PROBLEM TO SOLVE => From the entries that follow, list every line in which the string "Altos" appears.

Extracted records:
[Start of Attachment]

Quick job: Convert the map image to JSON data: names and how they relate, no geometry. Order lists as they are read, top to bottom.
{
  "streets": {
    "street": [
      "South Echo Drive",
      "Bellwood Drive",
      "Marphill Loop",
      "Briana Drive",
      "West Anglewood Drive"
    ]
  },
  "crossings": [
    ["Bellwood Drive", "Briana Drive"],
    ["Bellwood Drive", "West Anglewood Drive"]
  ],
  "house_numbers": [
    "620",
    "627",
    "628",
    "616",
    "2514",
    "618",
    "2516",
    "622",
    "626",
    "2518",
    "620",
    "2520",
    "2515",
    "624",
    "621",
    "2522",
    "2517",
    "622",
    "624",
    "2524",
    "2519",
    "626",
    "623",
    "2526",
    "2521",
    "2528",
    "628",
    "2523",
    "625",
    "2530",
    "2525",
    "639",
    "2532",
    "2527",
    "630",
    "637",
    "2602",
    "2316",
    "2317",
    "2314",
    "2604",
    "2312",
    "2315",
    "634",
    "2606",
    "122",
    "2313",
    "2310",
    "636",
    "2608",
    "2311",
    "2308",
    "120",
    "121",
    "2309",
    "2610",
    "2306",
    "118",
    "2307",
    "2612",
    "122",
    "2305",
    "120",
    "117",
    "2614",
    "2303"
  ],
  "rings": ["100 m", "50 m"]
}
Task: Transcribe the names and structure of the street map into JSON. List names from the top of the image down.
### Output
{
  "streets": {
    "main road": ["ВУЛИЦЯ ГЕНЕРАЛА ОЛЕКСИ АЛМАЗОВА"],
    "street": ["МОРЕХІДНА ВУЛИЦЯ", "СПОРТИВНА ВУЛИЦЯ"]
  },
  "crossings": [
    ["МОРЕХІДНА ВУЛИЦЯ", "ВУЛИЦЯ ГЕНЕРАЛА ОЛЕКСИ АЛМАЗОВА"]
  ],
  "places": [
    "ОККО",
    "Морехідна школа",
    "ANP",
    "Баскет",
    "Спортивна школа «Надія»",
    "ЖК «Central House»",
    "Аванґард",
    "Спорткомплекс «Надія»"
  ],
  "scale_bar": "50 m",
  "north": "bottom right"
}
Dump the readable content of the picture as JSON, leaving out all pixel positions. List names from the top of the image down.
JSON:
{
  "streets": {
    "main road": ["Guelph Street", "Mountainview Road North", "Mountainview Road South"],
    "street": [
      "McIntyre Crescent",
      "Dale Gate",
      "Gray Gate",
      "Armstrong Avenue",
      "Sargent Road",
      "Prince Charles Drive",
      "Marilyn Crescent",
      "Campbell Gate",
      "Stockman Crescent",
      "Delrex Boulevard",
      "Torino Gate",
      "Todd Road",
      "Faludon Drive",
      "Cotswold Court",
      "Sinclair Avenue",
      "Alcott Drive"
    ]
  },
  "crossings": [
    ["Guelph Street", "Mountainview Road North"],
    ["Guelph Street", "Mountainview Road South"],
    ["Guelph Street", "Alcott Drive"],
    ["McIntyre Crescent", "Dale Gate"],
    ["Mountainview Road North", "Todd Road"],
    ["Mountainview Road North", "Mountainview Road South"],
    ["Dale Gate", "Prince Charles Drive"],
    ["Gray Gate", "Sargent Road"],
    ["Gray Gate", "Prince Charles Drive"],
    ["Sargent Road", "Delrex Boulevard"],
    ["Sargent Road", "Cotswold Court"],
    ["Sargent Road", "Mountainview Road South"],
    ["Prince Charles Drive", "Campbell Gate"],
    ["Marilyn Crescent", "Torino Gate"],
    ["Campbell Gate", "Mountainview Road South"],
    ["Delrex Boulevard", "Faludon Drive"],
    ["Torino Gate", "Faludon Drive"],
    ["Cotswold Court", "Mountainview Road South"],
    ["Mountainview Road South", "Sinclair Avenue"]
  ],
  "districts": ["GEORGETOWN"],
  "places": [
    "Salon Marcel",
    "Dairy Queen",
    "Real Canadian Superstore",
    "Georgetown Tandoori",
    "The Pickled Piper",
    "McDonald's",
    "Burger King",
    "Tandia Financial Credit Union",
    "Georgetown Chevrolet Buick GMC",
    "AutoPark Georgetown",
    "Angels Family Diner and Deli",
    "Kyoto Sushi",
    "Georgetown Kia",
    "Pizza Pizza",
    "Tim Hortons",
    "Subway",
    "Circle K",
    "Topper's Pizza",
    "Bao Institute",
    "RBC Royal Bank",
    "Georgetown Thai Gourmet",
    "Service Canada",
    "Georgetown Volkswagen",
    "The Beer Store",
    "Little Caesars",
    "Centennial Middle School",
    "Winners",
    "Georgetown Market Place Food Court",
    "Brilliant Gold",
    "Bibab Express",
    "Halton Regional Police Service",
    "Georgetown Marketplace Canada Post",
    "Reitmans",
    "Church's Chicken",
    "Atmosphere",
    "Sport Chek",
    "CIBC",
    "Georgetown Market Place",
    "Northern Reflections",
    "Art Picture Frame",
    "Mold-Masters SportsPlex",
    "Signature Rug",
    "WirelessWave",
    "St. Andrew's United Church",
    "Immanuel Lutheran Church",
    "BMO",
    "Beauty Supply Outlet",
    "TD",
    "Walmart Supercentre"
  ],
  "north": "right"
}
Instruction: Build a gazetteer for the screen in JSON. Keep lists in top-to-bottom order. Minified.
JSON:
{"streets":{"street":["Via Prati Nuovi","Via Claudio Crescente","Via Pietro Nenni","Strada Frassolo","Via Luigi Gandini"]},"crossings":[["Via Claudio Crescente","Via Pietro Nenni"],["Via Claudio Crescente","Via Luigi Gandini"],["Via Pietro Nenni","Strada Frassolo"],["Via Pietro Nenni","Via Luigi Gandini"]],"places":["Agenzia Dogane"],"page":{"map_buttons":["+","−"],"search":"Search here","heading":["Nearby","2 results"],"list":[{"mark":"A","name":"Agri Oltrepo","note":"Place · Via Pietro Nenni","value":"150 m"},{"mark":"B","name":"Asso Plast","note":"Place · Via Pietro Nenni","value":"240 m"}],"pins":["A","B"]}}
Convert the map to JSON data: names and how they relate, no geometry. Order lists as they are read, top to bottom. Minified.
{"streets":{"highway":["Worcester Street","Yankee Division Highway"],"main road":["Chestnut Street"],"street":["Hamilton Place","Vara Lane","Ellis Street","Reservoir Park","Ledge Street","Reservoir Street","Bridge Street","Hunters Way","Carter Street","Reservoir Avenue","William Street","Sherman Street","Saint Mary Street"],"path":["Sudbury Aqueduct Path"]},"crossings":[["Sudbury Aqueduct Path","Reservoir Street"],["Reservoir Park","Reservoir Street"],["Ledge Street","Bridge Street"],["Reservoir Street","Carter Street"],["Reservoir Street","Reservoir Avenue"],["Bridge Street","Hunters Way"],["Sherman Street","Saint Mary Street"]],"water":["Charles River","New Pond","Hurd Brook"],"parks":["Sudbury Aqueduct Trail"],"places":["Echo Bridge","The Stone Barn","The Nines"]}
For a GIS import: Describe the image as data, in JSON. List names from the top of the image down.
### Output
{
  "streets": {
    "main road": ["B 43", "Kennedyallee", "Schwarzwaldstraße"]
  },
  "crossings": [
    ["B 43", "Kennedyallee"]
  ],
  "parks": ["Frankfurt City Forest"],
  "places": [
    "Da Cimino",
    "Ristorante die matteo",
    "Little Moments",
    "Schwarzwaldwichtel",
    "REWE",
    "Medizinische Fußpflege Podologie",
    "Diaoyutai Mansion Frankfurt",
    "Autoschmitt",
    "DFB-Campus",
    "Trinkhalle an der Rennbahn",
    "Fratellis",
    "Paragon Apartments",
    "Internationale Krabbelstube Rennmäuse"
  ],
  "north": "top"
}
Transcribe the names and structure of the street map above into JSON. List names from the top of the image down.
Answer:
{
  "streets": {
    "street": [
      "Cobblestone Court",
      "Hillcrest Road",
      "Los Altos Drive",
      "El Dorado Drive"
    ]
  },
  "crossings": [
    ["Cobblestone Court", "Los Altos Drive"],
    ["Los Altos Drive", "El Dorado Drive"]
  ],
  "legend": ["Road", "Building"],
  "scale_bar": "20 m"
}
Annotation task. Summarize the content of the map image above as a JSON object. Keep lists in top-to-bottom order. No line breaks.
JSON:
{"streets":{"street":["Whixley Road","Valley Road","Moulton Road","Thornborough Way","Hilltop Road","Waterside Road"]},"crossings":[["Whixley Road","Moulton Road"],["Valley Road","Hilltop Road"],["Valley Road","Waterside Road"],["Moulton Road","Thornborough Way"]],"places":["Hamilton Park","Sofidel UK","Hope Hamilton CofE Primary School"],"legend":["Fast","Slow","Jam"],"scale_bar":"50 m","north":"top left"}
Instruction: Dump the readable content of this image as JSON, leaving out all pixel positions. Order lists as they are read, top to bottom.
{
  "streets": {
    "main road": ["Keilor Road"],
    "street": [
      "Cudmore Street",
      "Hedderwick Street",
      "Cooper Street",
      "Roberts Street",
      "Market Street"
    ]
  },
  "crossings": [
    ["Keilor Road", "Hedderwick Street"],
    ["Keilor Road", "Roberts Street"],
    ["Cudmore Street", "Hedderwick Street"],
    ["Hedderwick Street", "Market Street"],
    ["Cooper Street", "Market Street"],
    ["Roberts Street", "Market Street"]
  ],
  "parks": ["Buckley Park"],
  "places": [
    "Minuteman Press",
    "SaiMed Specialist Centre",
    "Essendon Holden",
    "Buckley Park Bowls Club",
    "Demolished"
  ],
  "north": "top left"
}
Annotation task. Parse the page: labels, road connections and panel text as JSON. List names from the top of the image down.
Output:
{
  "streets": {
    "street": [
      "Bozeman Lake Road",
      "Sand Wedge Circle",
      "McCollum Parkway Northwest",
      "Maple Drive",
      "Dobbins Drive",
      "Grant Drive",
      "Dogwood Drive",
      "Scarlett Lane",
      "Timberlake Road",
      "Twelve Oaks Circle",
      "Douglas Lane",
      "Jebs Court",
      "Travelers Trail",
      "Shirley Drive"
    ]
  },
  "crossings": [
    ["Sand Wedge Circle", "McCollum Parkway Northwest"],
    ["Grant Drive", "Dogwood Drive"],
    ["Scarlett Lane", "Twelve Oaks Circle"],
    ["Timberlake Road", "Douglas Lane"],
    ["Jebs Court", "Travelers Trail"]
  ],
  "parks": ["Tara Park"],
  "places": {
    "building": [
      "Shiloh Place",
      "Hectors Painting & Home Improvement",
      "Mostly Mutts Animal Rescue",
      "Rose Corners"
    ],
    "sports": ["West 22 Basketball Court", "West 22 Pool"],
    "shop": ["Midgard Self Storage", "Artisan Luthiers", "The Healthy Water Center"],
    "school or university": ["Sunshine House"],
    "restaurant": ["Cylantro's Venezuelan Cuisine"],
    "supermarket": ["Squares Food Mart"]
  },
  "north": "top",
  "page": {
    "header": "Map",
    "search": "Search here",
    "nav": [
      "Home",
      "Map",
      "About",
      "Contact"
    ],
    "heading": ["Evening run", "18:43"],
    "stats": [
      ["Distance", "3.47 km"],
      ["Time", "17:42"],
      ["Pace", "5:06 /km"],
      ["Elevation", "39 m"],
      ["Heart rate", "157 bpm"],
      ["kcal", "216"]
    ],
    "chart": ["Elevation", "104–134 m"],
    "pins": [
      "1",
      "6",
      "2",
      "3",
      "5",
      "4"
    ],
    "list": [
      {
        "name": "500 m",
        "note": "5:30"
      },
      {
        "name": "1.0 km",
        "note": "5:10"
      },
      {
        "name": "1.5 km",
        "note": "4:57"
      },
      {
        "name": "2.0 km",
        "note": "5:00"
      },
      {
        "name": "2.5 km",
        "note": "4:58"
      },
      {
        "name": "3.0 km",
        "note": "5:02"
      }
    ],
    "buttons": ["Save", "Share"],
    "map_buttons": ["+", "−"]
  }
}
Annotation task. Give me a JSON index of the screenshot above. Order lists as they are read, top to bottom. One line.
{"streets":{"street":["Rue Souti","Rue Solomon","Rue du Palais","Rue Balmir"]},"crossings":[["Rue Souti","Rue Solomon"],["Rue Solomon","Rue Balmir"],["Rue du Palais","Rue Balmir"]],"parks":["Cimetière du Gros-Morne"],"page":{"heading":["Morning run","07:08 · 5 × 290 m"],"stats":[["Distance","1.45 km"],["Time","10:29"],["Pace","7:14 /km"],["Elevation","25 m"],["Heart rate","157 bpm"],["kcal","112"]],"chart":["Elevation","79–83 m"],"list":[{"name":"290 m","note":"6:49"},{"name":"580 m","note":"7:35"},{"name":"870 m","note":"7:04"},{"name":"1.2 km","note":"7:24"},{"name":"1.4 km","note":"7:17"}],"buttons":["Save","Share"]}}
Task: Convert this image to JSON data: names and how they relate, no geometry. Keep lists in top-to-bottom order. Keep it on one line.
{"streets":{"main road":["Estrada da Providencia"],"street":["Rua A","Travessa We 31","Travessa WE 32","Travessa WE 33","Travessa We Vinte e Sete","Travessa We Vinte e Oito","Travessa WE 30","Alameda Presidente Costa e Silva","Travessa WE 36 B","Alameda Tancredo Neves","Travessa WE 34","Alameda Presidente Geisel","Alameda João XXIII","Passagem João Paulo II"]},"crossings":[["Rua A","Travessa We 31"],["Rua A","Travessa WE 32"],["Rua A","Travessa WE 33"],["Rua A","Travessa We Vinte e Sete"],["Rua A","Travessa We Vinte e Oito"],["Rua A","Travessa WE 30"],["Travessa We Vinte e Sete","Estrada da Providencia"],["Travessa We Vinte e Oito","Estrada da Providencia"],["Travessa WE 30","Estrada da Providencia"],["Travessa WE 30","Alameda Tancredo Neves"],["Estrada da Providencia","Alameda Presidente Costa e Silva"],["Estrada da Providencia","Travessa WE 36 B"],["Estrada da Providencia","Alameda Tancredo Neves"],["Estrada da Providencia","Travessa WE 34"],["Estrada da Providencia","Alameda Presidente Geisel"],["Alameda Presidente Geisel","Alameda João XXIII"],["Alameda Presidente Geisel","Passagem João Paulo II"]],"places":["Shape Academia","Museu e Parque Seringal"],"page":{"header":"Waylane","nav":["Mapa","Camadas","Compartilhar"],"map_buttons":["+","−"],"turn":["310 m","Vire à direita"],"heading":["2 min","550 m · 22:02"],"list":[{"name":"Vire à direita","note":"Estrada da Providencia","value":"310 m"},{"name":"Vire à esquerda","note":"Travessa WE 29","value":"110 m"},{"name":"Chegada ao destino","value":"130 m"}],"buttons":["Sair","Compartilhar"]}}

[End of Attachment]

RESPONSE AREA =>
      "Los Altos Drive",
    ["Cobblestone Court", "Los Altos Drive"],
    ["Los Altos Drive", "El Dorado Drive"]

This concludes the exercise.